[Exercise details]
Please report every line of the listing below that has the word "Alberto" in it.

[Records shown]
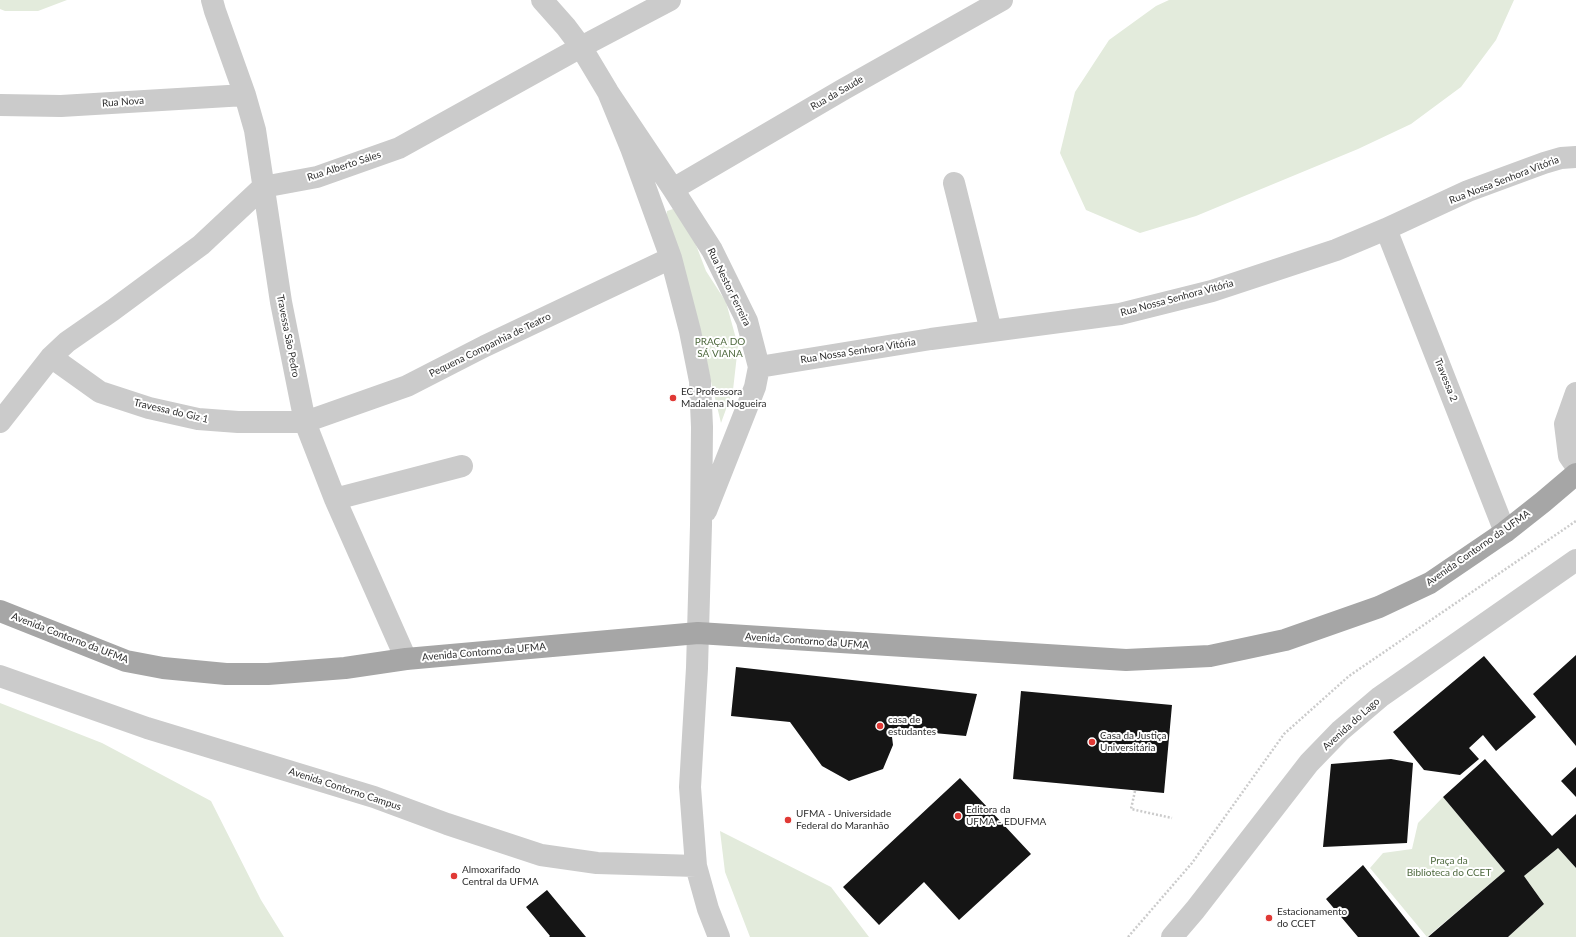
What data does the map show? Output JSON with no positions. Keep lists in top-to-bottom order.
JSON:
{
  "streets": {
    "main road": ["Avenida Contorno da UFMA"],
    "street": [
      "Rua da Saude",
      "Rua Nova",
      "Rua Alberto Sáles",
      "Rua Nossa Senhora Vitória",
      "Rua Nestor Ferreira",
      "Travessa São Pedro",
      "Pequena Companhia de Teatro",
      "Travessa 2",
      "Travessa do Giz 1",
      "Avenida do Lago",
      "Avenida Contorno Campus"
    ]
  },
  "crossings": [
    ["Rua da Saude", "Rua Nestor Ferreira"],
    ["Rua Nova", "Travessa São Pedro"],
    ["Rua Alberto Sáles", "Rua Nestor Ferreira"],
    ["Rua Alberto Sáles", "Travessa São Pedro"],
    ["Rua Nossa Senhora Vitória", "Rua Nestor Ferreira"],
    ["Rua Nossa Senhora Vitória", "Travessa 2"],
    ["Rua Nestor Ferreira", "Pequena Companhia de Teatro"],
    ["Rua Nestor Ferreira", "Avenida Contorno da UFMA"],
    ["Rua Nestor Ferreira", "Avenida Contorno Campus"],
    ["Travessa São Pedro", "Pequena Companhia de Teatro"],
    ["Travessa São Pedro", "Travessa do Giz 1"],
    ["Travessa São Pedro", "Avenida Contorno da UFMA"],
    ["Pequena Companhia de Teatro", "Travessa do Giz 1"],
    ["Travessa 2", "Avenida Contorno da UFMA"]
  ],
  "parks": ["PRAÇA DO SÁ VIANA", "Praça da Biblioteca do CCET"],
  "places": [
    "EC Professora Madalena Nogueira",
    "casa de estudantes",
    "Casa da Justiça Universitária",
    "Editora da UFMA - EDUFMA",
    "UFMA - Universidade Federal do Maranhão",
    "Almoxarifado Central da UFMA",
    "Estacionamento do CCET"
  ]
}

[Exercise result]
      "Rua Alberto Sáles",
    ["Rua Alberto Sáles", "Rua Nestor Ferreira"],
    ["Rua Alberto Sáles", "Travessa São Pedro"],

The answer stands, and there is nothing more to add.